[英]ffmpeg set filename pattern using python subprocess
When running on command line, i use this code:在命令行上运行时,我使用以下代码:
ffmpeg -i video-frame-%06d.png -c:v libx264 -vf "fps=25,format=yuv420p" out.mp4
But im trying to run it inside python script,and Im getting no such file or directory error and I think because of the formatting type for the image filename numerals -%06d
但是我试图在 python 脚本中运行它,我没有得到这样的文件或目录错误,我认为是因为图像文件名数字的格式类型
-%06d
How can I concatenate or use the same file pattern I run in command line to use it in my python script如何连接或使用我在命令行中运行的相同文件模式以在我的 python 脚本中使用它
subprocess.Popen(['ffmpeg -i dir/video-frame-%06d.png -c:v libx264 -vf "fps=25,format=yuv420p" out.mp4', shell=True])

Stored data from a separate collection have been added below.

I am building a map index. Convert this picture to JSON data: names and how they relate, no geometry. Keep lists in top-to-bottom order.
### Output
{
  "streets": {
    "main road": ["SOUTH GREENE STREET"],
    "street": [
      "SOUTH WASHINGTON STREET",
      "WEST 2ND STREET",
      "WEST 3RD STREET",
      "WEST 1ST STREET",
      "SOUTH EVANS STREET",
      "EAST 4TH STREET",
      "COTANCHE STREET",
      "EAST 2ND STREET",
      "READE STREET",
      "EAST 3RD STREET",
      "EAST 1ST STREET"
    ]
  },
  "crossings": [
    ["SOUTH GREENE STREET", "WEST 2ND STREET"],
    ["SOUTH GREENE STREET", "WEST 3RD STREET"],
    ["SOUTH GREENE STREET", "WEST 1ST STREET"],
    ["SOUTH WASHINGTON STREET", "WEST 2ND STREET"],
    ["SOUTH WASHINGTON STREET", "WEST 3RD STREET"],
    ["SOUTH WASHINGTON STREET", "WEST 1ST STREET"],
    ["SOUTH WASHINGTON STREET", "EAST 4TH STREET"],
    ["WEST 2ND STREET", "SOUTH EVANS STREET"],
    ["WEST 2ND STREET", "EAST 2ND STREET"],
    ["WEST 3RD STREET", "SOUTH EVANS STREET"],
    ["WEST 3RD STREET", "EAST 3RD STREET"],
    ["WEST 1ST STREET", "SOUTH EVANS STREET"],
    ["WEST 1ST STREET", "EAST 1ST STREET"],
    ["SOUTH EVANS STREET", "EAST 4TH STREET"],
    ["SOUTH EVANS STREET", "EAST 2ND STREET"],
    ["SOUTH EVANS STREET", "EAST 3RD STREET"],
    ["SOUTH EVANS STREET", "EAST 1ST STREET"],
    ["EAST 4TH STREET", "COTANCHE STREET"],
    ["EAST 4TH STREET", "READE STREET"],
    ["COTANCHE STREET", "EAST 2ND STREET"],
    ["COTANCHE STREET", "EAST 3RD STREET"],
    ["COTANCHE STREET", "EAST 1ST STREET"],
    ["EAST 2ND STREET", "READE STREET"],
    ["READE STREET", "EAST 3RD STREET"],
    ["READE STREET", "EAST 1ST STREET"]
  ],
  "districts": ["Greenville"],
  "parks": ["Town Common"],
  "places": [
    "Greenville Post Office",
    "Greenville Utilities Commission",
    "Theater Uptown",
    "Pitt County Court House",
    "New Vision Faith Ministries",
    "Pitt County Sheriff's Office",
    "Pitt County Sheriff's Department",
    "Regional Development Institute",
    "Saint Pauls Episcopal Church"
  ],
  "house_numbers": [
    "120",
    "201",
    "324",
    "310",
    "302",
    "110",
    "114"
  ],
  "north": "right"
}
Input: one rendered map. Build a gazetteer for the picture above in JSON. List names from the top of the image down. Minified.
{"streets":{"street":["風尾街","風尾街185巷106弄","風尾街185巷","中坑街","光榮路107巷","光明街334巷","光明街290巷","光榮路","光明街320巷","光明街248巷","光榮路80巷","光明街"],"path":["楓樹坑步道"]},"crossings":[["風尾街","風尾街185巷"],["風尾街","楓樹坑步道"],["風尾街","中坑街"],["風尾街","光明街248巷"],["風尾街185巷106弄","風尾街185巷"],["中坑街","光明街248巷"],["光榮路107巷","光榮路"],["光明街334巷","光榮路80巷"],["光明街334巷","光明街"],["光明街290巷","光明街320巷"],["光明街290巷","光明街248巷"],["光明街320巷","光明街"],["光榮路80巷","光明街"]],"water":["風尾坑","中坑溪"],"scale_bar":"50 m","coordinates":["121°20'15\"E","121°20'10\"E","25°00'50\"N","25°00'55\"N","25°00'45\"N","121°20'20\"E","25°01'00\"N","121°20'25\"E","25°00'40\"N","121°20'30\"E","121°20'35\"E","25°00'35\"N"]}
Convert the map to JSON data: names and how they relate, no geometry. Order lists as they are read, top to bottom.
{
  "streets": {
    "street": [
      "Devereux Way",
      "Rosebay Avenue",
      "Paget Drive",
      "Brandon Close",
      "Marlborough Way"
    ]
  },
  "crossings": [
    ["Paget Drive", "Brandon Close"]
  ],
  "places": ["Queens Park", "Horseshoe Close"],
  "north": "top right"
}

the sample image filename inside the folder are:
文件夹内的示例图像文件名是:
- video-frame-00001.png
视频帧-00001.png
- video-frame-00002.png
视频帧-00002.png
- video-frame-00003.png
视频帧-00003.png
I believe if you want to run subprocess you have 2 options:我相信如果您想运行子流程,您有两个选择:
try this:尝试这个:
cmd = 'ffmpeg -i dir/video-frame-%06d.png -c:v libx264 -vf "fps=25,format=yuv420p" out.mp4'
subprocess.run(cmd.split())
You should use the full path instead of relative path.您应该使用完整路径而不是相对路径。 Eg.: based on path of your Python file:
例如:基于你的 Python 文件的路径:
dir_of_imgs = os.path.join(os.path.realpath(os.path.dirname(__file__)), "dir")
And use this variable to define the path of image:并使用此变量来定义图像的路径:
img_path = os.path.join(dir_of_imgs, "video-frame-%06d.png")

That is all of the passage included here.